*Saved entries*.

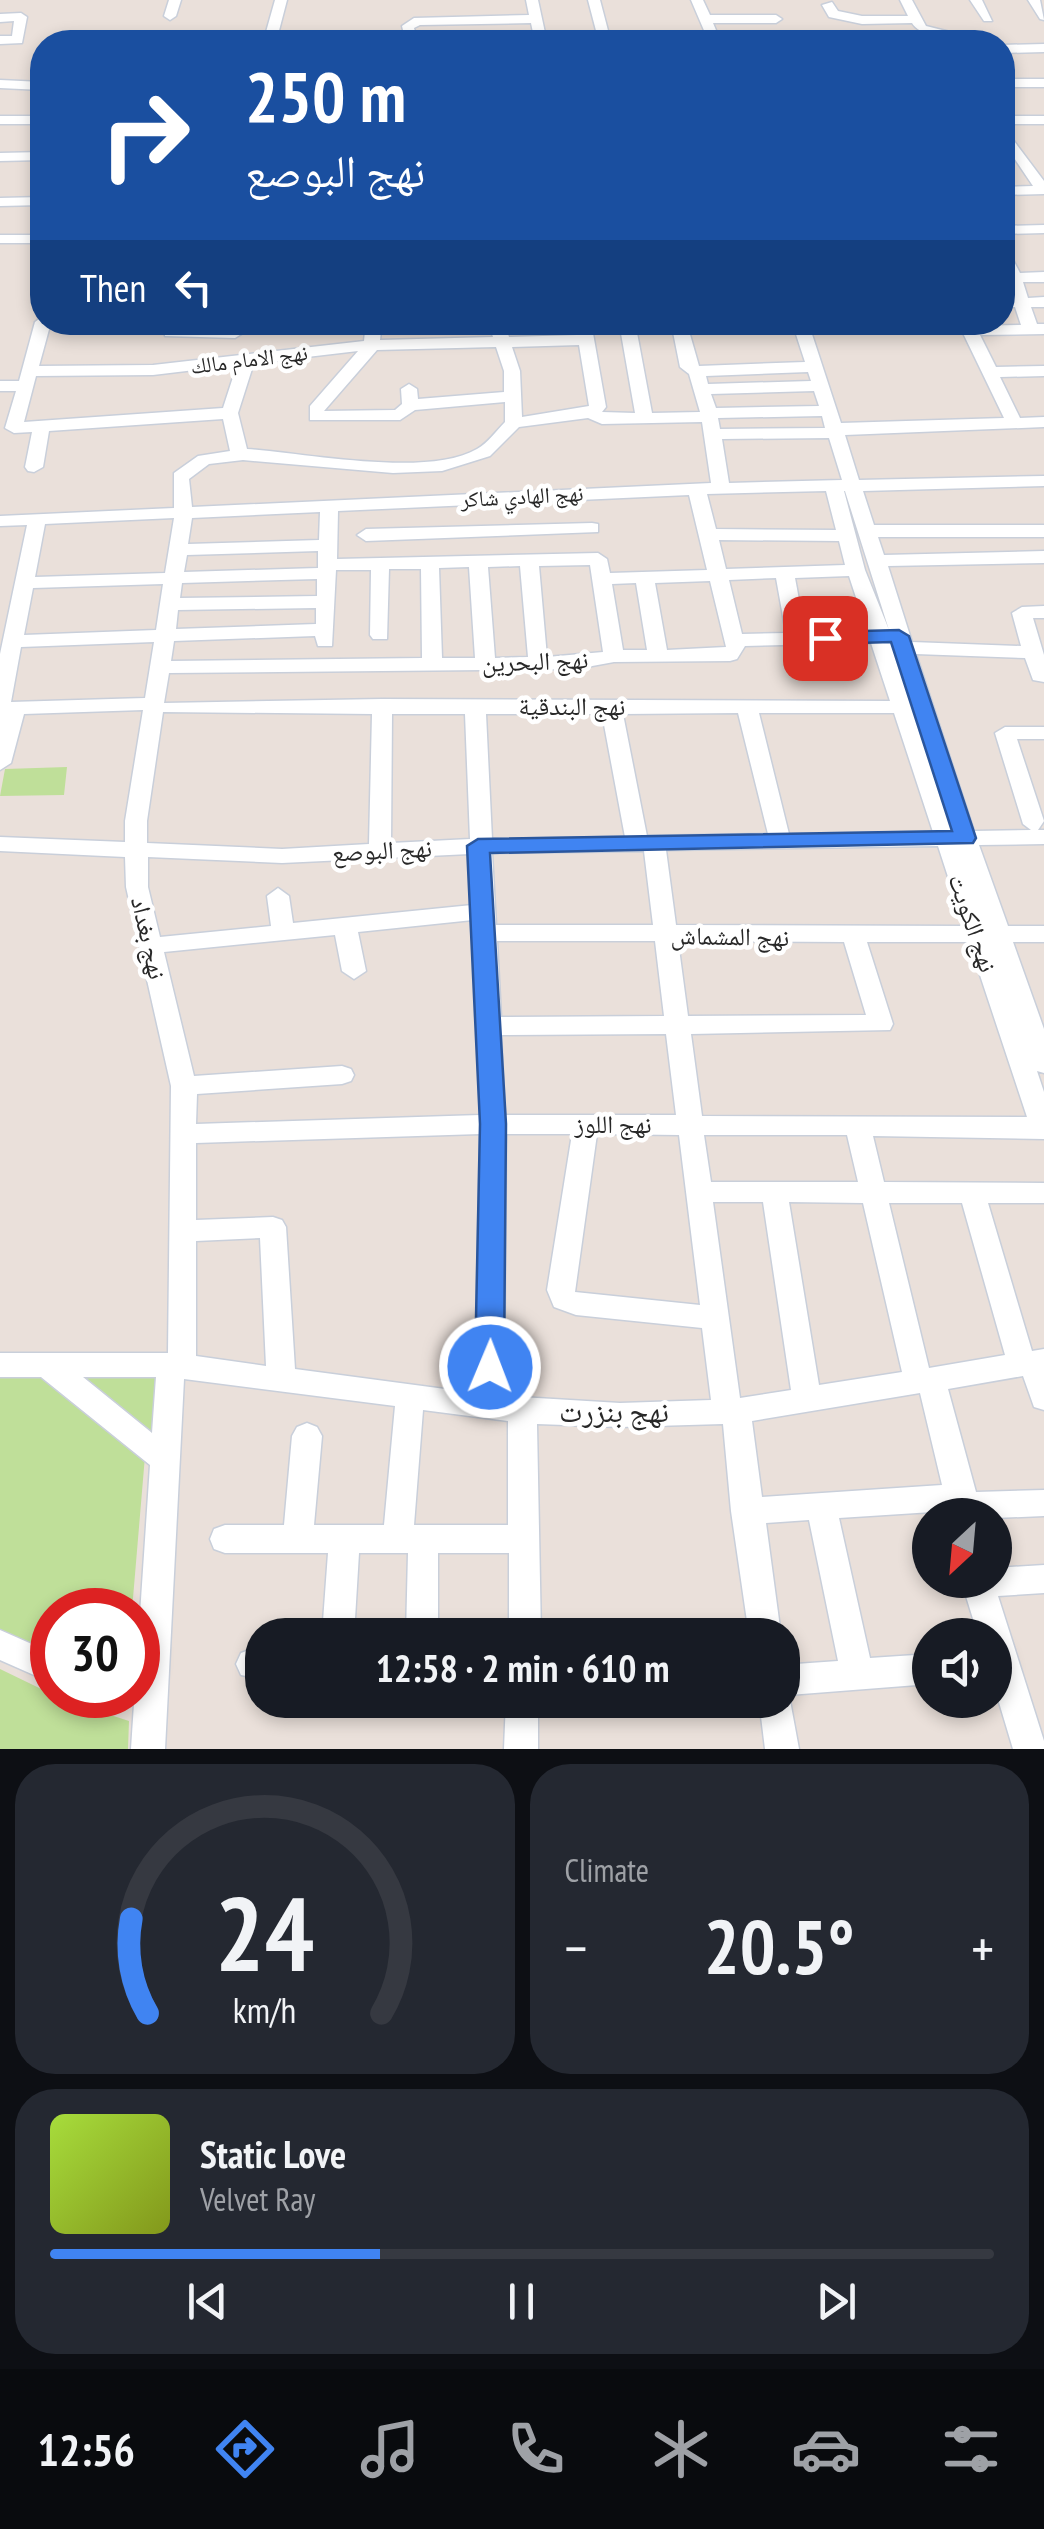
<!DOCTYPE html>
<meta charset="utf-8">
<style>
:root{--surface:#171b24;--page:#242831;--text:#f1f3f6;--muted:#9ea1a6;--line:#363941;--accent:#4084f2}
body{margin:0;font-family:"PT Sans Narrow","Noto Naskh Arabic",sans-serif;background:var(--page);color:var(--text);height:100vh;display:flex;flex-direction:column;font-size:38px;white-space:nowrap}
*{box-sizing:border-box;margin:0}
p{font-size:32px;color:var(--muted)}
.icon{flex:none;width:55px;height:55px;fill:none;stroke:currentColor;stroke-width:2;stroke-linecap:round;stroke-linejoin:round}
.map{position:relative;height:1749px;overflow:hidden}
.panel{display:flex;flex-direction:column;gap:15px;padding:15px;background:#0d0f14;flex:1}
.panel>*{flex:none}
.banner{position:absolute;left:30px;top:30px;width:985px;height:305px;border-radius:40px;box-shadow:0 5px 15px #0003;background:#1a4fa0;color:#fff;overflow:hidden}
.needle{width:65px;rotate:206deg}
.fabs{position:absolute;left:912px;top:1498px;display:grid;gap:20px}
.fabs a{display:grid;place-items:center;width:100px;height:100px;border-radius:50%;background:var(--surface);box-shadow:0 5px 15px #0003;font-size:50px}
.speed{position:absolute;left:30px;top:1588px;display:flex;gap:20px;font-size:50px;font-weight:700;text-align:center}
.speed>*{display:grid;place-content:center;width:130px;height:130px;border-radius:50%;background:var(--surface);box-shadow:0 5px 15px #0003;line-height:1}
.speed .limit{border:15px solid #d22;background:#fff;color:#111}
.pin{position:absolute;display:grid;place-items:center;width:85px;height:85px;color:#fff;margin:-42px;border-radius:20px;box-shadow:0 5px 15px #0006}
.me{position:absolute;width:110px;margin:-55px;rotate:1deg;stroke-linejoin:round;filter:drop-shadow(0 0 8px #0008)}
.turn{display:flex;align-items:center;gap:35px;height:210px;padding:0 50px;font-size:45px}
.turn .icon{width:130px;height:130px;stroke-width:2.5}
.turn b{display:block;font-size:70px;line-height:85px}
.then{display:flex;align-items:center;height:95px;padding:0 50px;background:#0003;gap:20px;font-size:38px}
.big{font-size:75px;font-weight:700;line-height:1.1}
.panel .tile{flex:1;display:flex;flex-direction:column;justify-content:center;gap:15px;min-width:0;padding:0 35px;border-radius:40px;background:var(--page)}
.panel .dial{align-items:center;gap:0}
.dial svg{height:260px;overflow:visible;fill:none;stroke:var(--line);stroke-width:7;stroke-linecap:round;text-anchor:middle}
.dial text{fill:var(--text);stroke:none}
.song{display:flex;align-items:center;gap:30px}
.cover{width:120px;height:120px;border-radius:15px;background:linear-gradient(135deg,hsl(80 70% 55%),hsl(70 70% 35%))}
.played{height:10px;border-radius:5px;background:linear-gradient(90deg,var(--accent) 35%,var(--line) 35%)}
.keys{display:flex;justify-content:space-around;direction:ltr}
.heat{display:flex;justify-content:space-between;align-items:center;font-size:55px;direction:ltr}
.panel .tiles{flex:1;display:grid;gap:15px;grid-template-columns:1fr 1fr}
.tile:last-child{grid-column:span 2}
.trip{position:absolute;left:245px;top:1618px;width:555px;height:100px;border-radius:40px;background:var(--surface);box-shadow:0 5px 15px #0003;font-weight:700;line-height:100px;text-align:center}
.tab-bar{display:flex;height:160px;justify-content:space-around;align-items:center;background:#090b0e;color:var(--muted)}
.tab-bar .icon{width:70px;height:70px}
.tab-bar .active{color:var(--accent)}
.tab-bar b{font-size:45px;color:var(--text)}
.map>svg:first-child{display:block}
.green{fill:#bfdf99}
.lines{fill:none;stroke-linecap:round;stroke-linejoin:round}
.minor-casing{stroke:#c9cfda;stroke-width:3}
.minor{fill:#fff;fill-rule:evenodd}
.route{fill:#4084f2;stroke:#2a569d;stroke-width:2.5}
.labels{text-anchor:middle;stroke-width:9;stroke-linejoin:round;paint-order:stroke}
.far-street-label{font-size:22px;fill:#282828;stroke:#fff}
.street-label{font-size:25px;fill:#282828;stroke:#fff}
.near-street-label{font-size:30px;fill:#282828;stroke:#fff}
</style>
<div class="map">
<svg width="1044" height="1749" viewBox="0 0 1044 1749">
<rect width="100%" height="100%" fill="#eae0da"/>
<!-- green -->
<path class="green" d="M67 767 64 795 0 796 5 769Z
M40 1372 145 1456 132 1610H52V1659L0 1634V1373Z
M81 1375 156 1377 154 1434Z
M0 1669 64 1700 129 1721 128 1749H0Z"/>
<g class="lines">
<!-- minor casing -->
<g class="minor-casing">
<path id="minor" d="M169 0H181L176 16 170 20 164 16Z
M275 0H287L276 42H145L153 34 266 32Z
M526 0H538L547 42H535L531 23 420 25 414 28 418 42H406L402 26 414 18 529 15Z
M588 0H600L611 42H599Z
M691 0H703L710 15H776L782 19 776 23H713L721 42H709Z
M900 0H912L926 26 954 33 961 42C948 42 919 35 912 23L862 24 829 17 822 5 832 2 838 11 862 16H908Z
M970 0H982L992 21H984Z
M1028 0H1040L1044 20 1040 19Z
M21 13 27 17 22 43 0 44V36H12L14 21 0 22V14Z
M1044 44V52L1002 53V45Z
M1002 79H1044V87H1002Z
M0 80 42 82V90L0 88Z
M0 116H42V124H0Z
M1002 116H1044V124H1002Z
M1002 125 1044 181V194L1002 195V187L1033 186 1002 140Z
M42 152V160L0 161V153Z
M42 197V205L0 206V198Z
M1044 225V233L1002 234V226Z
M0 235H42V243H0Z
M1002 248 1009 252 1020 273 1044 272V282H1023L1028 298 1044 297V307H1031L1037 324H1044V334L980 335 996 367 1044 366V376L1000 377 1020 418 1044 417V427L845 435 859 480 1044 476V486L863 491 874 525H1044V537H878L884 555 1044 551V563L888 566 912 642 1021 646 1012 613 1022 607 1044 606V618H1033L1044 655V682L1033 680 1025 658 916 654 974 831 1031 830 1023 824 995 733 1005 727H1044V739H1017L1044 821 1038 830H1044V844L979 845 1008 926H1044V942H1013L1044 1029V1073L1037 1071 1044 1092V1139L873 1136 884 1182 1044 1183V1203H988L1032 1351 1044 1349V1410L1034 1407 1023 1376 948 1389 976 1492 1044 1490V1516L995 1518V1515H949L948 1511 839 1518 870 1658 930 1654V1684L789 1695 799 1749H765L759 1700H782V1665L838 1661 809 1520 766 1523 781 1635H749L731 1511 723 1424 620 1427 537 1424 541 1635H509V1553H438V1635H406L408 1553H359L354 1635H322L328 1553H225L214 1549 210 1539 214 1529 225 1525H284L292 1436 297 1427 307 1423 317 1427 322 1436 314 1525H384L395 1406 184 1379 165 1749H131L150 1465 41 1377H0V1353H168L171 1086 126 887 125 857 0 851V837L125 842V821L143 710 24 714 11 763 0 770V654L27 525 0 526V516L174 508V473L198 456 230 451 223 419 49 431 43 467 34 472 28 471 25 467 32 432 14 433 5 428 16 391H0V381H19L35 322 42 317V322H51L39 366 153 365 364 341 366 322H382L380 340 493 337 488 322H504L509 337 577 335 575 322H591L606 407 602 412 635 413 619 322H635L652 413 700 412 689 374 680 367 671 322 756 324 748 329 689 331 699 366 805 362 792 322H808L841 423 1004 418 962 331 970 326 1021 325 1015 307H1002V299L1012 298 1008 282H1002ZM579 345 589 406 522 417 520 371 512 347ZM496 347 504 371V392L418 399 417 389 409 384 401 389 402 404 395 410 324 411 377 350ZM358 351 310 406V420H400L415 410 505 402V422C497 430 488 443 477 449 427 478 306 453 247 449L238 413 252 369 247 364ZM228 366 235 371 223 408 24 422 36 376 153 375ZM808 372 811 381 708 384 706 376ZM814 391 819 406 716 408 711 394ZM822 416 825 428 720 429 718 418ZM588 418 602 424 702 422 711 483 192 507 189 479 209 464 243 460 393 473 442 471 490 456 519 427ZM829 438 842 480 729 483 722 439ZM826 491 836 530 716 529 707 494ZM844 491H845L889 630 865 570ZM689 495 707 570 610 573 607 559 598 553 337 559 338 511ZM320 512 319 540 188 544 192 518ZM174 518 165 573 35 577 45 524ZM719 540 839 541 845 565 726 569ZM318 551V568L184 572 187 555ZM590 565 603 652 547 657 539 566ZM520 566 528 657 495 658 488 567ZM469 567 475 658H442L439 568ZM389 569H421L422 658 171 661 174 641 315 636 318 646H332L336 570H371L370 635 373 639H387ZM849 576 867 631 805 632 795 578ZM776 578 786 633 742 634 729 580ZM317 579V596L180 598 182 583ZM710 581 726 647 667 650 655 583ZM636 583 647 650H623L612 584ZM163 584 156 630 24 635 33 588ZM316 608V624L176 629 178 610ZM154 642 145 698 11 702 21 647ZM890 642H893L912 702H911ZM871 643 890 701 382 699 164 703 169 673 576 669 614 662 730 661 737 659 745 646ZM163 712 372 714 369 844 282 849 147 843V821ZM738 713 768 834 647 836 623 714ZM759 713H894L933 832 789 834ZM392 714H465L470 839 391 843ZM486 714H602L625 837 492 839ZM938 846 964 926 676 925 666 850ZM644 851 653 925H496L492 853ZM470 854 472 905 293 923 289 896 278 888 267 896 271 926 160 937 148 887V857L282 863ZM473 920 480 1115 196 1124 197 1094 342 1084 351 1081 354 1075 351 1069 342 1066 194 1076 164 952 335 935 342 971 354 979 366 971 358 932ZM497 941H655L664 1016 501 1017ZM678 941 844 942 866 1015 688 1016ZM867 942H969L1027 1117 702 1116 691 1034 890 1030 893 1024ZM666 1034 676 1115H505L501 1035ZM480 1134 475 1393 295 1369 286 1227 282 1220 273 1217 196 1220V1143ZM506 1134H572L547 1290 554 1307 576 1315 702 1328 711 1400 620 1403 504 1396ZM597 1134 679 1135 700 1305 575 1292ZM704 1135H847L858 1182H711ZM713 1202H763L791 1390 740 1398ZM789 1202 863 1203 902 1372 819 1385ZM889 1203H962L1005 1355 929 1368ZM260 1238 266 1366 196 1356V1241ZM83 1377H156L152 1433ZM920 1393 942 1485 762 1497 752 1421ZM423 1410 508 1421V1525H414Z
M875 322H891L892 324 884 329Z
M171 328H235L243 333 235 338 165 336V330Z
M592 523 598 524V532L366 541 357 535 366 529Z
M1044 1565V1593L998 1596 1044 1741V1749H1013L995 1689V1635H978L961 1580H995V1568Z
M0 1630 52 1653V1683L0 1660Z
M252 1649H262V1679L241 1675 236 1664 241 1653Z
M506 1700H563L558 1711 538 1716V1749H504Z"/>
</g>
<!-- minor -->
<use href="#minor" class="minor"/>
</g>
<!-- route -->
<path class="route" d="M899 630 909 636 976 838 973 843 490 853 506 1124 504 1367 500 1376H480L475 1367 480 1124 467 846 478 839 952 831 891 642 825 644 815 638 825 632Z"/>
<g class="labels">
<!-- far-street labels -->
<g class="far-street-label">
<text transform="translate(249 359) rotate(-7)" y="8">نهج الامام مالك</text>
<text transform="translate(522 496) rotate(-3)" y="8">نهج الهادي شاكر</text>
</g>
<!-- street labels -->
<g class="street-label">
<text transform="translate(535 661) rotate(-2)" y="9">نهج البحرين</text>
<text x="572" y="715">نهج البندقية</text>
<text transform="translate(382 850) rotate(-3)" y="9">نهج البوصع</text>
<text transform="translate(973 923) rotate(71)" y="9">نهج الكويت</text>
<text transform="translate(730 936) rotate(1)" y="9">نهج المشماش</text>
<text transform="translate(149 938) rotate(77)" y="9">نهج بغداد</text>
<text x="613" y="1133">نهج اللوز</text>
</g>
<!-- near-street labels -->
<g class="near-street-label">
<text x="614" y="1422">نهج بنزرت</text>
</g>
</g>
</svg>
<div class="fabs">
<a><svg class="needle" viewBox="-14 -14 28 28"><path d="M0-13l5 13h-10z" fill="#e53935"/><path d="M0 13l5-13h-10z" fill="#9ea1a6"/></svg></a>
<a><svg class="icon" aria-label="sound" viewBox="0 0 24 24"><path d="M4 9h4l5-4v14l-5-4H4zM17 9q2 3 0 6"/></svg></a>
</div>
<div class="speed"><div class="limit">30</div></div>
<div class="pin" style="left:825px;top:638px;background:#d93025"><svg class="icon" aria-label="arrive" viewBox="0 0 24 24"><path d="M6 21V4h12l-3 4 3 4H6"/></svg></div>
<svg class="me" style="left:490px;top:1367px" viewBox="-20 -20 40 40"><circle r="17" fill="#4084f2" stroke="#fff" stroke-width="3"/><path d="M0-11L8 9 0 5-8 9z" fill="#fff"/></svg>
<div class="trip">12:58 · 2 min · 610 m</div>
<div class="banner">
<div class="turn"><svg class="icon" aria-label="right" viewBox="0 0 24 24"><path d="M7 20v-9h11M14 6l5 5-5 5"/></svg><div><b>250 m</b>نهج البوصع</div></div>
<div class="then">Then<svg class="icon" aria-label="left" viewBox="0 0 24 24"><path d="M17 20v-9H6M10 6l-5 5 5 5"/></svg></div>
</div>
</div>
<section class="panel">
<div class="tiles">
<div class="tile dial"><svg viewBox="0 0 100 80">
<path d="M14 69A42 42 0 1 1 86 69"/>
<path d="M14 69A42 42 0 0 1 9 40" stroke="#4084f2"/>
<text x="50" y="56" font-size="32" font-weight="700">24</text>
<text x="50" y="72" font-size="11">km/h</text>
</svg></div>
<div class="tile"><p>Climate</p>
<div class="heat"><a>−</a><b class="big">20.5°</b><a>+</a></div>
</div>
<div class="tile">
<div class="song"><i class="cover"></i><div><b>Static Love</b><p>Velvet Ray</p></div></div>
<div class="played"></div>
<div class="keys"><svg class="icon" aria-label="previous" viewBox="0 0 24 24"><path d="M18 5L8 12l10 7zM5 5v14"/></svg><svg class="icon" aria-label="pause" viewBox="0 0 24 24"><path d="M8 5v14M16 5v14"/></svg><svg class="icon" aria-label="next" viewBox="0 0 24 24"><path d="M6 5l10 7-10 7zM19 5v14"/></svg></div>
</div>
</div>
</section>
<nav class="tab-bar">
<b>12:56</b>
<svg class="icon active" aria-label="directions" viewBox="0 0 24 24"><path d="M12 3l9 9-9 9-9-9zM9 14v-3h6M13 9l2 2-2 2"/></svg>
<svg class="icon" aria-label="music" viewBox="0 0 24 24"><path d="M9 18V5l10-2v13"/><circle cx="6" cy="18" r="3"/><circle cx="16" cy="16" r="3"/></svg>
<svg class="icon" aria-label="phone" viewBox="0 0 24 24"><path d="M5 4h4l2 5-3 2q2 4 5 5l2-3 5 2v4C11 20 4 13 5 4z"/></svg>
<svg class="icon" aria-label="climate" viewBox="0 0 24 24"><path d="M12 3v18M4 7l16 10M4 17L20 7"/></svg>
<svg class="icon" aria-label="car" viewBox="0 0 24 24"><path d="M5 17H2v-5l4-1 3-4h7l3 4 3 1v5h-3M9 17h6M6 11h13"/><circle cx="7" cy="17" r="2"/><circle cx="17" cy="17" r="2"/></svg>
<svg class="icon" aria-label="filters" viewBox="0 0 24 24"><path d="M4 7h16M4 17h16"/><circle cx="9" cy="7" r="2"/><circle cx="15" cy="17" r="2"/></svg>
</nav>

*EXERCISE REQUIREMENTS*.
Find every line of the data above that holds the word "gradient", then state how many there are and nothing else.

*RESULT FOR THIS EXERCISE*.
2